Best cards to pair with the Hilton Honors American Express Surpass
The Hilton Honors Surpass Card is almost exclusively geared toward hotel stays, so you could create a powerful combination with a general travel card or a co-branded airline credit card. That way, you’ve got both travel and lodging covered.
Bankrate’s Take—Is the Hilton Honors American Express Surpass worth it?
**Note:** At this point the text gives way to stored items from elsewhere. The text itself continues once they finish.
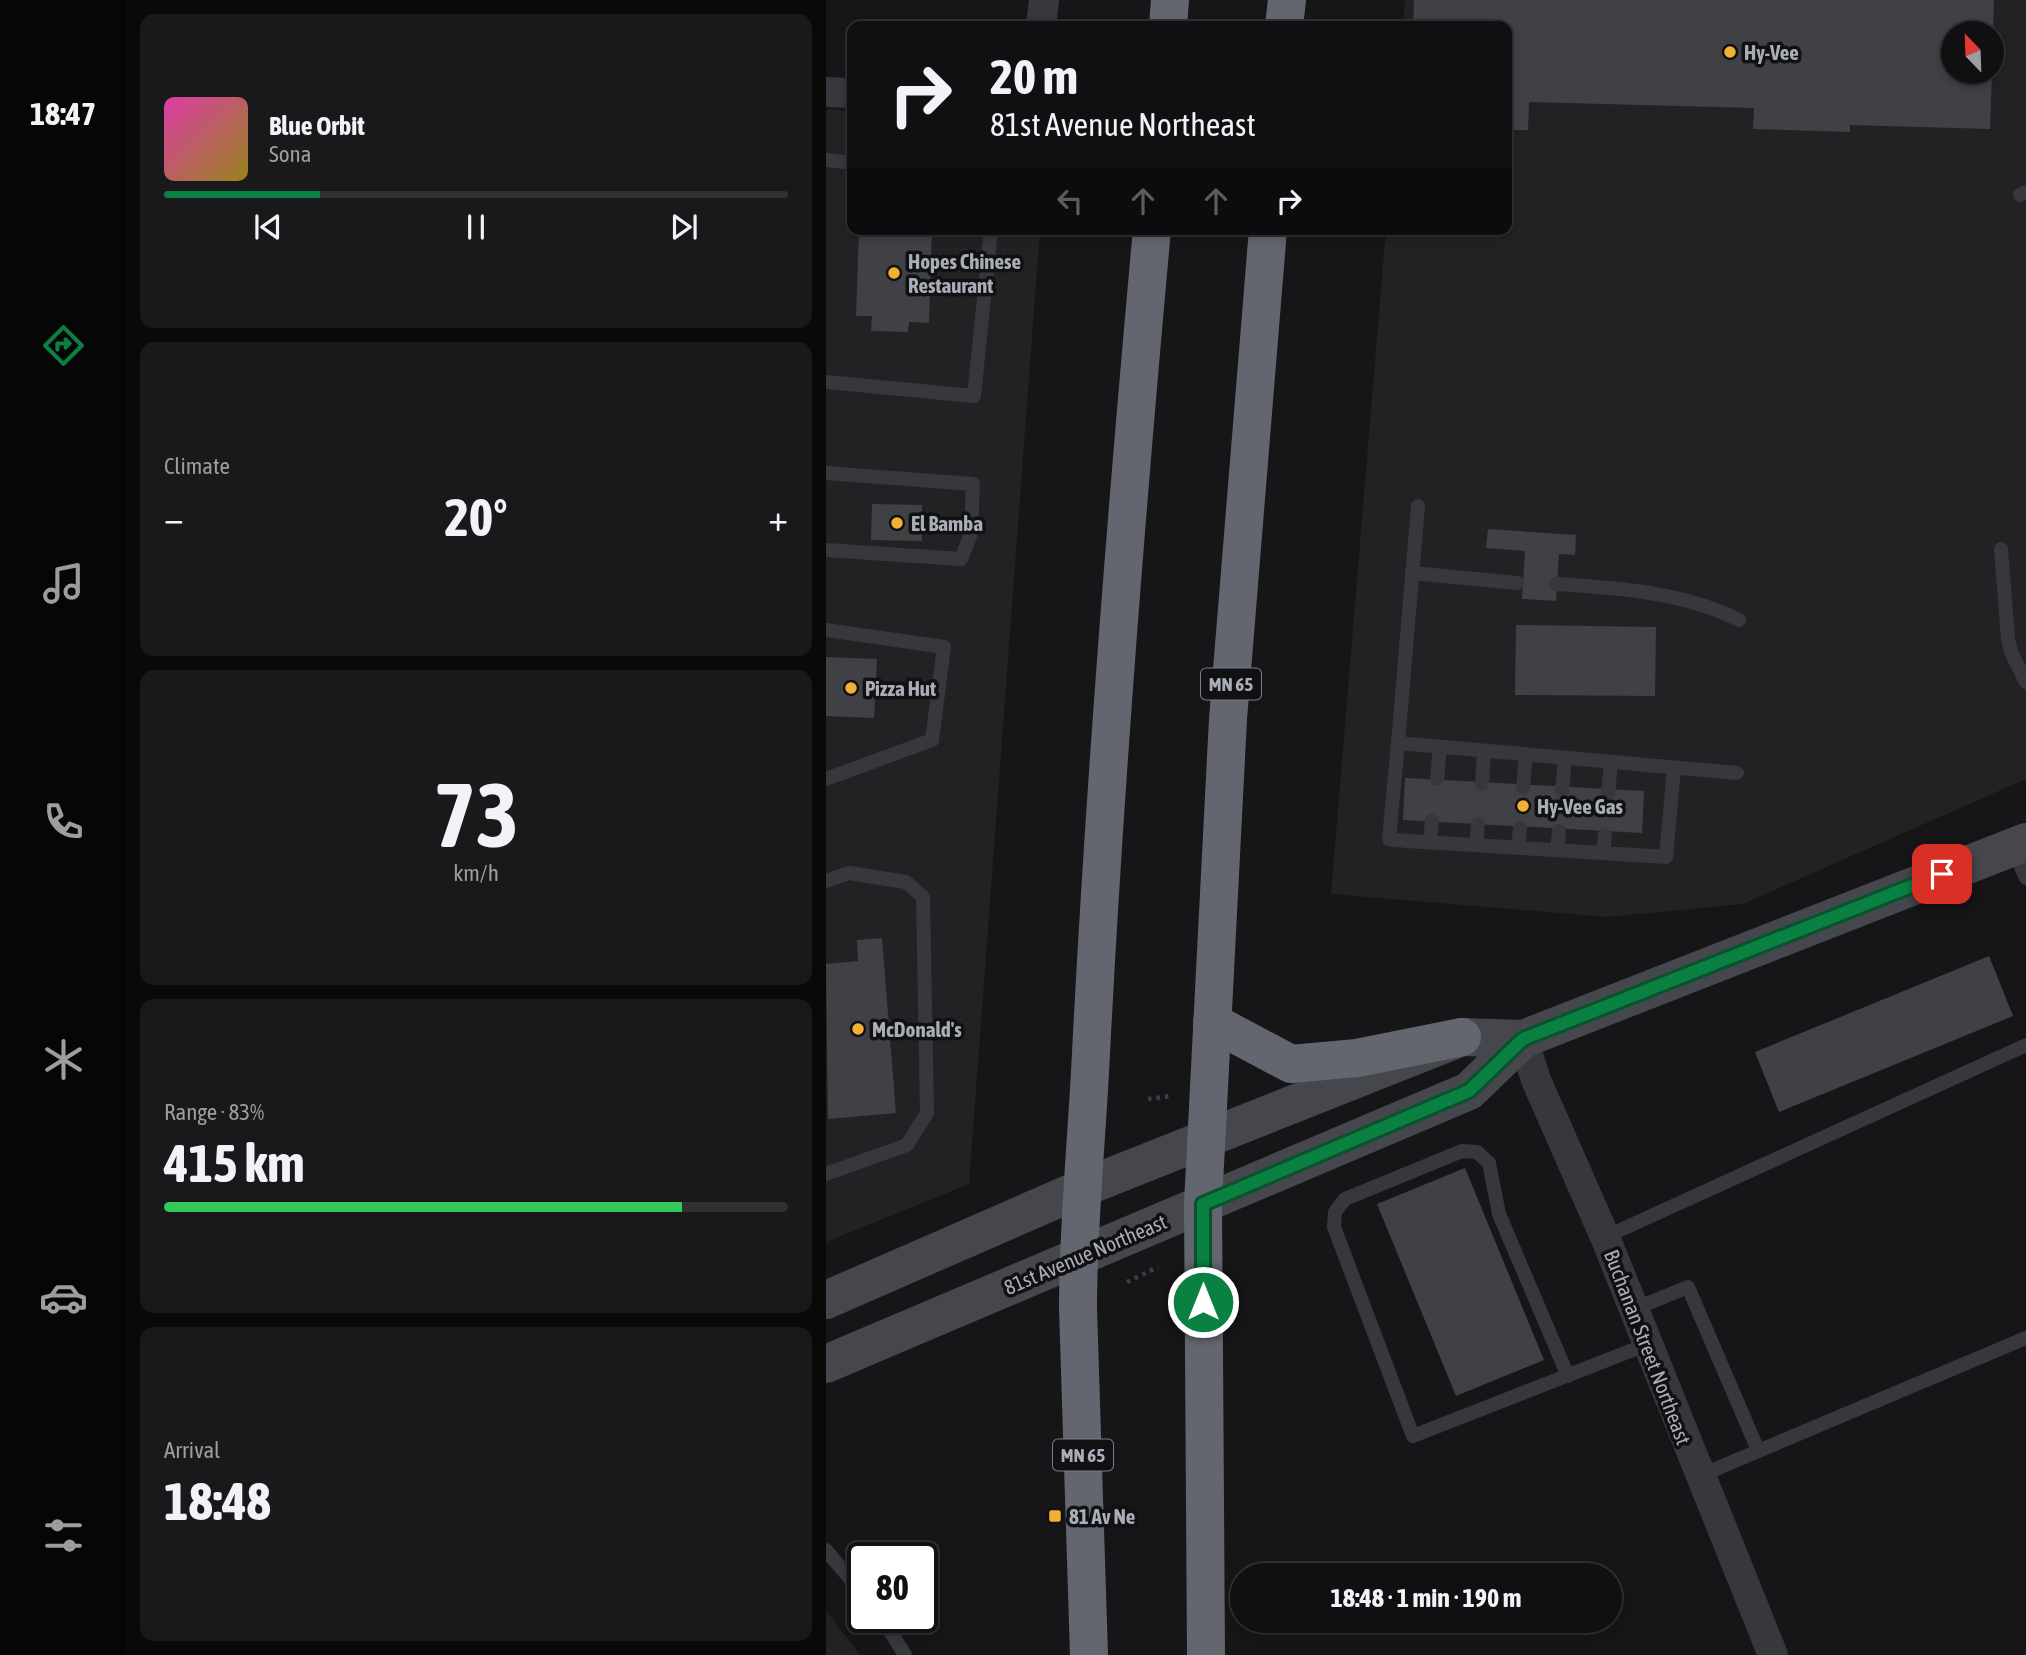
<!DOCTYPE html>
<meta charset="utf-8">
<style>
body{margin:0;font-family:"Asap Condensed",sans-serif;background:#19191b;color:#f1f3f6;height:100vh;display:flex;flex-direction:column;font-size:26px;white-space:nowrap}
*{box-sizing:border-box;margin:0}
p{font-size:23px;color:#9c9d9f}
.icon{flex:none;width:38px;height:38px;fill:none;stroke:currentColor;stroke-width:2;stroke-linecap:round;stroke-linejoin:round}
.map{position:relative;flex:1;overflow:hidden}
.panel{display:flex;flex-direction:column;gap:14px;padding:14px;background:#09090a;width:700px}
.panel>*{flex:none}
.top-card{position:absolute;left:21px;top:21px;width:665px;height:214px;border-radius:14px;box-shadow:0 4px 10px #0003,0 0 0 2px #303032;background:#101012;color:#f1f3f6;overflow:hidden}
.needle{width:46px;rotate:337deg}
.fabs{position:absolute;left:1115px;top:21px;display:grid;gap:14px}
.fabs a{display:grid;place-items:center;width:63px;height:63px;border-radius:50%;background:#101012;box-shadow:0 4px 10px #0003,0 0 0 2px #303032;font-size:35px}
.speed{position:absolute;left:21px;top:1542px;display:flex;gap:14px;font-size:35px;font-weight:700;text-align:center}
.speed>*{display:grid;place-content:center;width:91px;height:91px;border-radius:50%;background:#101012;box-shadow:0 4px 10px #0003,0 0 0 2px #303032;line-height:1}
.speed .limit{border:4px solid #111;border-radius:10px;background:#fff;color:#111}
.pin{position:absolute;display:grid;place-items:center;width:60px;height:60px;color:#fff;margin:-30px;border-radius:14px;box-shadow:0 4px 10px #0006}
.me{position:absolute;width:77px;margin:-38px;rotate:0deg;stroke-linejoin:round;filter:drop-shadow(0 0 5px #0008)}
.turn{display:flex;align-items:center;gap:24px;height:147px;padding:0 28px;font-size:32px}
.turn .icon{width:91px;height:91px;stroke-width:2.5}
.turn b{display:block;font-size:49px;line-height:60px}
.lanes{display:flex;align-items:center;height:66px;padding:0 28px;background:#0003;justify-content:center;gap:35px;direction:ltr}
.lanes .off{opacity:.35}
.big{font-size:52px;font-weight:700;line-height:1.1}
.panel .tile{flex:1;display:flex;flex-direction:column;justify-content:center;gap:10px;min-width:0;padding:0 24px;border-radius:14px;background:#19191b}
.panel .dial{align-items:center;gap:0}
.dial b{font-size:91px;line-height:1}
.song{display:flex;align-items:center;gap:21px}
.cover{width:84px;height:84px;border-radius:10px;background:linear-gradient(135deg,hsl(320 70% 55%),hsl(50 70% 35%))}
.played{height:7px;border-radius:4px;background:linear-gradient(90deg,#0b8043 25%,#303032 25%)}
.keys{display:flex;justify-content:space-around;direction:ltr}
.heat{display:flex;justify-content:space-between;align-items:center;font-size:38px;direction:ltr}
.charge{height:10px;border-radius:5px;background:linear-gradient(90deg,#34c759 83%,#303032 0)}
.trip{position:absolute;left:404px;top:1563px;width:392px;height:70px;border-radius:35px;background:#101012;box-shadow:0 4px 10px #0003,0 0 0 2px #303032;font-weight:700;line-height:70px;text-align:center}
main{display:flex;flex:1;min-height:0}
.menu{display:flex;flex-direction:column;width:126px;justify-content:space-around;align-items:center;background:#060607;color:#9c9d9f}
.menu .icon{width:49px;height:49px}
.menu .on{color:#0b8043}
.menu b{font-size:32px;color:#f1f3f6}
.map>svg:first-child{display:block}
</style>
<main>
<nav class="menu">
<b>18:47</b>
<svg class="icon on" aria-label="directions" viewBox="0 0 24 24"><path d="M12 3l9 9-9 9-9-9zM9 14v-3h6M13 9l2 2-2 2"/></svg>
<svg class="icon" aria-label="music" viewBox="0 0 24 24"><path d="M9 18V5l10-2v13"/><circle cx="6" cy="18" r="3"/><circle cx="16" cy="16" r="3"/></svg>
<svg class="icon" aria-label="phone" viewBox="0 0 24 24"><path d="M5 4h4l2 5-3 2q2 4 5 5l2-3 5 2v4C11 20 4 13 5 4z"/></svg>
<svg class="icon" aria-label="climate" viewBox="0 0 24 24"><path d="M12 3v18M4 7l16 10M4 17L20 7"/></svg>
<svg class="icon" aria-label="car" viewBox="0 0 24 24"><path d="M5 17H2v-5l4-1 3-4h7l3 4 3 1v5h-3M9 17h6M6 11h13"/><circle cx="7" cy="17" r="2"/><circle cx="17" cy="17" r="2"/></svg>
<svg class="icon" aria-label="filters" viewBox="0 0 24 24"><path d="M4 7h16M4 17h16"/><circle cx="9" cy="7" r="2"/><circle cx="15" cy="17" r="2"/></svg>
</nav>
<section class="panel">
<div class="tile">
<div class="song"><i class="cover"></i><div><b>Blue Orbit</b><p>Sona</p></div></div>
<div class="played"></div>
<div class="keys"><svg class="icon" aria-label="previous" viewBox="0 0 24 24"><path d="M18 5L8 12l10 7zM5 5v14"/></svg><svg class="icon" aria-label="pause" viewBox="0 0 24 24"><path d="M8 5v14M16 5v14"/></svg><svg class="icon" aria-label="next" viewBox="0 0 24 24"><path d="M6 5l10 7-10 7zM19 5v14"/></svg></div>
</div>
<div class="tile"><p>Climate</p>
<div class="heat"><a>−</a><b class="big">20°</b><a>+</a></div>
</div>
<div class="tile dial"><b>73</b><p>km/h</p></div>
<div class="tile"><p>Range · 83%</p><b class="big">415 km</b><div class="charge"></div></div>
<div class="tile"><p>Arrival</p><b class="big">18:48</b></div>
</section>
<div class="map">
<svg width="1200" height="1655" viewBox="0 0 1200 1655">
<rect width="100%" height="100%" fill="#161618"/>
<g fill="#222225" fill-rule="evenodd">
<path d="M579,0H1200V779L917,904L781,917L505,894L560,229H681V26H577ZM1127,33H1166V72H1127Z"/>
<path d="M4,109L26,111V229H214L143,1184L0,1242V111Z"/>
<path d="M0,1611L1,1612L34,1655H0Z"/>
</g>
<g fill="#404145">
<path d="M588,0H1168L1167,33H1127V72H1166L1164,129L1024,125V132L927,129L928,108L703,102L702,130H681V26H587Z"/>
<path d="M33,229H106L103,323L83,322L82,332L45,331L46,316H30Z"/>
<path d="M46,504L96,505V541L45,540Z"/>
<path d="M662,529L750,535L749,555L733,554L730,601L696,599L699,551L660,548Z"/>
<path d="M690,625L830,627L829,696L689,695Z"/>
<path d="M0,657L51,659L48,718L0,716Z"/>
<path d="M579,778L818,791L816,833L577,820Z"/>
<path d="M56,938L70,1113L2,1119L0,964L32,961L31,940Z"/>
<path d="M1163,956L1187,1016L953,1112L929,1052Z"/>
<path d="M639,1168L718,1360L630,1396L551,1204Z"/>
</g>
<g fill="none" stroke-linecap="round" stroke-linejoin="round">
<g stroke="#3d3f44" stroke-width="4.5" stroke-dasharray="3.5 5" stroke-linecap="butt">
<path d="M322,1099L345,1096"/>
<path d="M301,1282L332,1267"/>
</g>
<g stroke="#37383d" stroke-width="14">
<path d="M0,160L26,163"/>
<path d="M1194,195L1200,192"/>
<path d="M0,382L148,396L165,229"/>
<path d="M0,473L147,484L145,534L135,559L0,550"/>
<path d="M592,506L572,743L911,773"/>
<path d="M1175,549L1182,639L1185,652L1200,682"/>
<path d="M586,573L691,583"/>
<path d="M730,584C792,588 857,592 913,620"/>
<path d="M0,630L118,647L106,740L0,779"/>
<path d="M572,743L563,839L581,841L840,857L848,768"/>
<path d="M611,779L614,747"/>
<path d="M656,784L658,751"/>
<path d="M697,787L700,755"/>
<path d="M736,790L739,758"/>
<path d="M782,794L785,762"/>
<path d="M604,842L606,821"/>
<path d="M650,845L652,824"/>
<path d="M1186,847L1200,878"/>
<path d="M692,848L694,828"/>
<path d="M731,850L733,831"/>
<path d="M777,853L779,835"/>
<path d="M0,881L23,873L80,882L97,897L101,1113L81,1145L0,1174"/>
<path d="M779,1237L1200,1045"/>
<path d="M808,1309L862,1287L932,1450"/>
<path d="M742,1376L673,1214L663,1163L651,1152L636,1151L519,1199L509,1212L508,1227L587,1436L822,1344"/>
<path d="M873,1476L1200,1338"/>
<path d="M0,1550L37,1594"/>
<path d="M55,1617L79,1655"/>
</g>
<g stroke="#37383d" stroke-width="30">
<path d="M215,26L218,0"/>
<path d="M0,92L26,93"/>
<path d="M697,1039L710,1080L779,1237L947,1655"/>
</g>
<g stroke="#45474d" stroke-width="38">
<path d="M0,1300L259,1187L636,1037L697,1039"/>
<path d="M0,1364L643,1091L697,1039L1200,842"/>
</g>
<g stroke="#63666e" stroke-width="38">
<path d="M342,26L344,0"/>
<path d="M458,26L461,0"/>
<path d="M386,1022L465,1064L531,1058L636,1037"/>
<path d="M263,1655L252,1308C252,1223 261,1138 265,1053C279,778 301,503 326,229"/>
<path d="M380,1655L377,1204L402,719L442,229"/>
</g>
</g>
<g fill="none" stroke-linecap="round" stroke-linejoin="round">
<g stroke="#07532c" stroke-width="18">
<path id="route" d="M377,1302V1204L643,1091L697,1039L1116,874"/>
</g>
<use href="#route" stroke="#0b8043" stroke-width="12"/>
</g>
<g fill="#f2b134" stroke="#111113" stroke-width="2.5">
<circle cx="904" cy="52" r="7"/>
<circle cx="68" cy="273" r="7"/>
<circle cx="71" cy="523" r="7"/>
<circle cx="25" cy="688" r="7"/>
<circle cx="697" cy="806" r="7"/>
<circle cx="32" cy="1029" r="7"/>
<rect x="222" y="1509" width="14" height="14" rx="3.5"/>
</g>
<g text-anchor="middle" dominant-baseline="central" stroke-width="7" stroke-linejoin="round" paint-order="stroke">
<g fill="#111113" stroke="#7b7e86" stroke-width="2">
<rect x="375" y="668.5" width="60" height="31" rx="5"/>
<rect x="227" y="1439.5" width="60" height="31" rx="5"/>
</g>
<g font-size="19" font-weight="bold" fill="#a8adb8">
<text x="405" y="684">MN 65</text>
<text x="257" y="1455">MN 65</text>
</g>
<g font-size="21" font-weight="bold" fill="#a8adb8" stroke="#111113" text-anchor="start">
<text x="918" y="52">Hy-Vee</text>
<text x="82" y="261">Hopes Chinese<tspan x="82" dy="24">Restaurant</tspan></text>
<text x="85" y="523">El Bamba</text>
<text x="39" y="688">Pizza Hut</text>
<text x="711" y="806">Hy-Vee Gas</text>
<text x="46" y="1029">McDonald's</text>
<text x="243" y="1516">81 Av Ne</text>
</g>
<g font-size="21" fill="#a8adb8" stroke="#111113">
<text transform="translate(259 1254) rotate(-23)">81st Avenue Northeast</text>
<text transform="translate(822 1347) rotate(69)">Buchanan Street Northeast</text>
</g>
</g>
</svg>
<div class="fabs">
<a><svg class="needle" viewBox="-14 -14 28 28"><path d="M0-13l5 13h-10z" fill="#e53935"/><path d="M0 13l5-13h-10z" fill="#9c9d9f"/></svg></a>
</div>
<div class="speed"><div class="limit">80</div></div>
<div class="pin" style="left:1116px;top:874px;background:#d93025"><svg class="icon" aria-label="arrive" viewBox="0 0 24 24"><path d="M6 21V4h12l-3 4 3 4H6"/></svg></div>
<svg class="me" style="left:377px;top:1302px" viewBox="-20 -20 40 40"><circle r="17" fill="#0b8043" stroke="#fff" stroke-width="3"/><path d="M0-11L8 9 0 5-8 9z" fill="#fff"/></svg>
<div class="trip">18:48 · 1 min · 190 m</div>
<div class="top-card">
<div class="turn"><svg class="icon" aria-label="right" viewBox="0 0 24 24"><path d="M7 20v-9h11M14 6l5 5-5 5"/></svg><div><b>20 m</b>81st Avenue Northeast</div></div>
<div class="lanes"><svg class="icon off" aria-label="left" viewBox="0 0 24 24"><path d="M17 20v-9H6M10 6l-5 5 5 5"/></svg><svg class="icon off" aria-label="ahead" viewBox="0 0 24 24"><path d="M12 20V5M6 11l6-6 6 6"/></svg><svg class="icon off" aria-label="ahead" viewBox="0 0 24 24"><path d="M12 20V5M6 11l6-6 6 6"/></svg><svg class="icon" aria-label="right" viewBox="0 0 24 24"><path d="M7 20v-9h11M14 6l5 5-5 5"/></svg></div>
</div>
</div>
</main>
According to Stephanie Zito, Bankrate’s Travel Rewards Expert Contributor, “The Hilton Honors Amex Surpass is a great card for people who spend most of their money on everyday items—like groceries, restaurants, and gas—and then use these points to cover their hotel costs on a trip at a Hilton resort. Pair the solid points earning with Hilton’s fifth night free benefit, and you’ll have a free week in a hotel covered in no time.”
Overall, the card is a fairly high-quality hotel card for the casual traveler. For those with high travel budgets and trips planned, you may want to consider a different Hilton credit card that may cost more but has the potential to be more rewarding. Or, if you’re looking for something with more flexibility, check out our guide for choosing a hotel credit card.
*The information about the Hilton Honors American Express Surpass® Card and Marriott Bonvoy Boundless® Credit Card has been collected independently by Bankrate.com. The card details have not been reviewed or approved by the card issuer.